### TRY IT
For the entries below, report the number of lines containing "geometry", without any other content.

== MATERIAL PROVIDED ==

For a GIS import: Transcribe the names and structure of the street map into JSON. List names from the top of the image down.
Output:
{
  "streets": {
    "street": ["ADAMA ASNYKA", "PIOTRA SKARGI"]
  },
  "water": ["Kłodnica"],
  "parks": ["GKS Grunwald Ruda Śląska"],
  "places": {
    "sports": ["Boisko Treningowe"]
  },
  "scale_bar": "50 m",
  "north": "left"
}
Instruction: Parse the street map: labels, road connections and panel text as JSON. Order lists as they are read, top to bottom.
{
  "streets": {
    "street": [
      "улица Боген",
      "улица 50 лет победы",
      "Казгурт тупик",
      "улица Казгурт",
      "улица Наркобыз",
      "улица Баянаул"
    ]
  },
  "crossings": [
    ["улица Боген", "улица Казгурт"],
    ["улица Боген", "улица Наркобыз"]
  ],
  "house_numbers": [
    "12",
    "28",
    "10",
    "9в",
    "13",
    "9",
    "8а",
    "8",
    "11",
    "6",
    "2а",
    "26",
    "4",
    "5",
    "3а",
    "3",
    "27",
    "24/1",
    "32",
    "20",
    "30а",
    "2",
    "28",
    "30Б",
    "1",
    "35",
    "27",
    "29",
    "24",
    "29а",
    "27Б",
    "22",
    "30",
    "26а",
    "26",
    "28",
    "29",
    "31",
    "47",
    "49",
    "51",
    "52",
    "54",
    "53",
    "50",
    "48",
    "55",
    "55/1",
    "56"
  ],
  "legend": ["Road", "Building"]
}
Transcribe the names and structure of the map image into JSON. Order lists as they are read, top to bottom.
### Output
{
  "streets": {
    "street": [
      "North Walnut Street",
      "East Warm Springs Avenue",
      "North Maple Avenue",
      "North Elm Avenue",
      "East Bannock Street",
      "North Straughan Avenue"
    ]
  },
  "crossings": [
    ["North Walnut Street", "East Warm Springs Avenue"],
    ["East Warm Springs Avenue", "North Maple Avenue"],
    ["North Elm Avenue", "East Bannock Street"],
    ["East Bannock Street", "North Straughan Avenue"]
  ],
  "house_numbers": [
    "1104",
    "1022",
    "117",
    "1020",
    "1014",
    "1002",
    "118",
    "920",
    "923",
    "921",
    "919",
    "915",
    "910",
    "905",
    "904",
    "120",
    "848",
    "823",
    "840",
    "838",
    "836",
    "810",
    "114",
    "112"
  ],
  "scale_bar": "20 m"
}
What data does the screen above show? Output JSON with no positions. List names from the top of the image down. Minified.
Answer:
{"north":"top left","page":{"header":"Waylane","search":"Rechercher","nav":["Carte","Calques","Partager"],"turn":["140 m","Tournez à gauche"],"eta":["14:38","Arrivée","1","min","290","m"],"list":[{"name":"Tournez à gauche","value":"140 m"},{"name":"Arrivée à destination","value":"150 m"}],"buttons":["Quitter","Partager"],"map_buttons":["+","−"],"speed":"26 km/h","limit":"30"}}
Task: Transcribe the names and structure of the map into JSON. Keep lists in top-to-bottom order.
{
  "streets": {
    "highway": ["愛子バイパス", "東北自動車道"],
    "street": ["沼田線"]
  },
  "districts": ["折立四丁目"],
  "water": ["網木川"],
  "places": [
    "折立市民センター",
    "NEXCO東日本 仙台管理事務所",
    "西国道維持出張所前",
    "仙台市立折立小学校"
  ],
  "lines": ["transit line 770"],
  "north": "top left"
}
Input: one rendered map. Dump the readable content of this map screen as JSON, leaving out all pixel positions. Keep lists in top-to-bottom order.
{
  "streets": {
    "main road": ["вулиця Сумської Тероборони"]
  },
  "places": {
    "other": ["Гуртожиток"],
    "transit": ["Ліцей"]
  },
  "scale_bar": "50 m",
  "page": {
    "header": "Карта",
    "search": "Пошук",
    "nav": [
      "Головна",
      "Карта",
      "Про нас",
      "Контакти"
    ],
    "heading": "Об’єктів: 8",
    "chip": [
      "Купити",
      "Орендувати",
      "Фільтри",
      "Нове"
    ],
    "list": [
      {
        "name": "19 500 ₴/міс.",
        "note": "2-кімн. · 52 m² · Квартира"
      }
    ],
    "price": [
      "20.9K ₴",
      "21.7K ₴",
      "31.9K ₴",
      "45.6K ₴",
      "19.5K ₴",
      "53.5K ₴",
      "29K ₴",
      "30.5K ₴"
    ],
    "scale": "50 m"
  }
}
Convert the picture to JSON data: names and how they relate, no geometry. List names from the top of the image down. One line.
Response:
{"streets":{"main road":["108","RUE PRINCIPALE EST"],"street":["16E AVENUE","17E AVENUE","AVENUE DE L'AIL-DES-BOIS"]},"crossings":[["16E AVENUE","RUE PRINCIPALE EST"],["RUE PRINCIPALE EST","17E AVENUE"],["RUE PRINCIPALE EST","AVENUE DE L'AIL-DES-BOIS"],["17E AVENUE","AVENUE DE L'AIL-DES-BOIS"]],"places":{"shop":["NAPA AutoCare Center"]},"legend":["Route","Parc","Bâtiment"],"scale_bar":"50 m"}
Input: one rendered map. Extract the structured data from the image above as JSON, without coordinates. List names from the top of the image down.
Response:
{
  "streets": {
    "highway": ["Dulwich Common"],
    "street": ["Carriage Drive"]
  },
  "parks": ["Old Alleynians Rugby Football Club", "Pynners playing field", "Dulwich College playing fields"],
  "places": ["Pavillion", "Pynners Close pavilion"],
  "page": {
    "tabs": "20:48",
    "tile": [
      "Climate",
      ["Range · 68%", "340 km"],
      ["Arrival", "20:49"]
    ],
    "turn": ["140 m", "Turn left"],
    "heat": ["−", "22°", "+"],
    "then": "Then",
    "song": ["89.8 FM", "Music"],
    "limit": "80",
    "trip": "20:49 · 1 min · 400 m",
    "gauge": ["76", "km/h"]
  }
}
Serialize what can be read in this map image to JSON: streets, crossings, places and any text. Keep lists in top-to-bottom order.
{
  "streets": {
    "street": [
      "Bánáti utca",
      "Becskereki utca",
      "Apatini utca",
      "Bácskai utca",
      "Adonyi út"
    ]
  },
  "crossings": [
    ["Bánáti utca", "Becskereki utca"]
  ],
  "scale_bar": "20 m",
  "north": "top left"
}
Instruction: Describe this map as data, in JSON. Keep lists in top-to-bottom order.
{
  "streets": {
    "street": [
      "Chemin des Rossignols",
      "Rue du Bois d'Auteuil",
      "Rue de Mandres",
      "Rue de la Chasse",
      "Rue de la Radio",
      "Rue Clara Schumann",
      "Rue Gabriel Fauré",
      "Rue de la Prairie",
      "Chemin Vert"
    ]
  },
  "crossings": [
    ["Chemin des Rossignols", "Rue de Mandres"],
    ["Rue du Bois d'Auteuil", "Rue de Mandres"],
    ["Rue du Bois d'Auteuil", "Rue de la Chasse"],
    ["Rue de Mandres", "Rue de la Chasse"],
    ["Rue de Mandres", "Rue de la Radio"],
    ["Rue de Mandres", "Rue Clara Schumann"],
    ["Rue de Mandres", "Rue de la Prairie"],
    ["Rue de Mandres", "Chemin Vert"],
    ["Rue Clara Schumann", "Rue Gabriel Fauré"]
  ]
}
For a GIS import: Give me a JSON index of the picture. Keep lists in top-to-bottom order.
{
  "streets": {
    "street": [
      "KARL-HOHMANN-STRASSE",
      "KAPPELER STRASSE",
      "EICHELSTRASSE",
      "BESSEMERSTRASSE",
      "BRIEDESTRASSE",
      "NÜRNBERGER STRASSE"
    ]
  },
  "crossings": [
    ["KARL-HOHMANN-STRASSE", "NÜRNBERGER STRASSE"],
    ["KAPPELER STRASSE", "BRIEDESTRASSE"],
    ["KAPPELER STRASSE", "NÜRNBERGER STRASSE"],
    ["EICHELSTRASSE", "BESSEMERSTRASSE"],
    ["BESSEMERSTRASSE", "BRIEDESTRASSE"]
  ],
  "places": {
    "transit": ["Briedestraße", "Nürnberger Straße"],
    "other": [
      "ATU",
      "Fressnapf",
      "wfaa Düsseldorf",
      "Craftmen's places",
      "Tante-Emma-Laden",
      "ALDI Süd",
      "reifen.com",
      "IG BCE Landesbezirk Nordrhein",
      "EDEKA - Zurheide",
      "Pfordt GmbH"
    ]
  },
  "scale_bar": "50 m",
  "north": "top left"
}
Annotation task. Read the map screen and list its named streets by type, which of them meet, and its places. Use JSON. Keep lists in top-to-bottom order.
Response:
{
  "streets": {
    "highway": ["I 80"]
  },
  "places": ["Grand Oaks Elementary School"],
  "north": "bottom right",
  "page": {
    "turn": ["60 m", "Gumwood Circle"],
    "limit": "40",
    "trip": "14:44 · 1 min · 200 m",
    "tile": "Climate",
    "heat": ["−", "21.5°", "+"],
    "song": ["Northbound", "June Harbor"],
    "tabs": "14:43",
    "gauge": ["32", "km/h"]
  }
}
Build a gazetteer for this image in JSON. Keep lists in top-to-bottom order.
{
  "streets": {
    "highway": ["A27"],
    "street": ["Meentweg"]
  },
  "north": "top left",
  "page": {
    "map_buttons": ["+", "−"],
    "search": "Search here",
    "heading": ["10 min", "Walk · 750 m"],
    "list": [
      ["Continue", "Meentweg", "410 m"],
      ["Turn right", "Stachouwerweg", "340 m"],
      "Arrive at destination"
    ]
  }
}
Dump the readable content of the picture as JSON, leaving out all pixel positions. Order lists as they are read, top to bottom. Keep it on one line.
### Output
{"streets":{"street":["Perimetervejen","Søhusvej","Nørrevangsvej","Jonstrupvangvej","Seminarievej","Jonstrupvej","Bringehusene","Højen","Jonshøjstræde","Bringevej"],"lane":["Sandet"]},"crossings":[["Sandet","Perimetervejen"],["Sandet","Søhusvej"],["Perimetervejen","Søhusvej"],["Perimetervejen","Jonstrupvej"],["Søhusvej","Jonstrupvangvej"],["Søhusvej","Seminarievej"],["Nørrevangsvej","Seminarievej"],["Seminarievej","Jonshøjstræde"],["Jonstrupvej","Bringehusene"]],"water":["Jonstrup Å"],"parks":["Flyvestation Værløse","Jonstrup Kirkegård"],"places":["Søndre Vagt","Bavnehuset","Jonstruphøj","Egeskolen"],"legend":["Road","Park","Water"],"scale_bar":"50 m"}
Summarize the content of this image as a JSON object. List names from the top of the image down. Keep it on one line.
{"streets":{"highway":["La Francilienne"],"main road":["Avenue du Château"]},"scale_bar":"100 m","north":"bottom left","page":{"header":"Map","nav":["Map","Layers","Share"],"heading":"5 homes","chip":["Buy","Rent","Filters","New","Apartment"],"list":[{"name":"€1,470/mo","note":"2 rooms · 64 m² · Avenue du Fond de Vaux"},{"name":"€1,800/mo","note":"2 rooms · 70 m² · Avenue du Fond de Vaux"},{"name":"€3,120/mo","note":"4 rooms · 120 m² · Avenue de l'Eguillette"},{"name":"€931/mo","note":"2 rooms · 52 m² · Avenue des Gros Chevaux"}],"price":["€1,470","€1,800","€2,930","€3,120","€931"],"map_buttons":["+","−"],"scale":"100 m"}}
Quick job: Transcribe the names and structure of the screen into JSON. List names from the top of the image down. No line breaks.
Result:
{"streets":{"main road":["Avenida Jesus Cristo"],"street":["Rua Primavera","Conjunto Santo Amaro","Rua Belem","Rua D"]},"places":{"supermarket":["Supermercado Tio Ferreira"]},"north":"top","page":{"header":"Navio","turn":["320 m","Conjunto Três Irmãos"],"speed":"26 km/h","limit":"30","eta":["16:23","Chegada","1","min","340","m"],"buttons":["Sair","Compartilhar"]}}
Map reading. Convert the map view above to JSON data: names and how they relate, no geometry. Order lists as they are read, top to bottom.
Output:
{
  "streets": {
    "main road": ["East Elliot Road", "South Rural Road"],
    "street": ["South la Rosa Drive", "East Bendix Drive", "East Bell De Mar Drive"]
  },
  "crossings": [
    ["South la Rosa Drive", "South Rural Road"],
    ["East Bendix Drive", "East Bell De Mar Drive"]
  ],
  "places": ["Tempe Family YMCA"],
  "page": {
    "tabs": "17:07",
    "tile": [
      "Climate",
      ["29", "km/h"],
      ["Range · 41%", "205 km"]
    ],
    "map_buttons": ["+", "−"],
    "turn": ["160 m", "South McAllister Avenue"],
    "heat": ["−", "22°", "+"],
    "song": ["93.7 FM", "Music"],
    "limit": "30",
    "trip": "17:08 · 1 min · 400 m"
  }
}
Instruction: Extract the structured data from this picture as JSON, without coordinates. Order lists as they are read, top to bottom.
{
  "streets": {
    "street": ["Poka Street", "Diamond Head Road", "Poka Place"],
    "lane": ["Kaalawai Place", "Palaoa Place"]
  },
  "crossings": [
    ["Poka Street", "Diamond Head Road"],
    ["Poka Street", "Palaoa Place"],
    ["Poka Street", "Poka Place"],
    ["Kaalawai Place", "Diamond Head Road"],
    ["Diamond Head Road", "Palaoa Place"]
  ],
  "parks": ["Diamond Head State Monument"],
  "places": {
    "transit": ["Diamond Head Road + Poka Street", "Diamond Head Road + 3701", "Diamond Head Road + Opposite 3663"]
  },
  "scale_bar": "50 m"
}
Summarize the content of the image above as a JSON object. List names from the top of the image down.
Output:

===

### EXERCISE ANSWER
2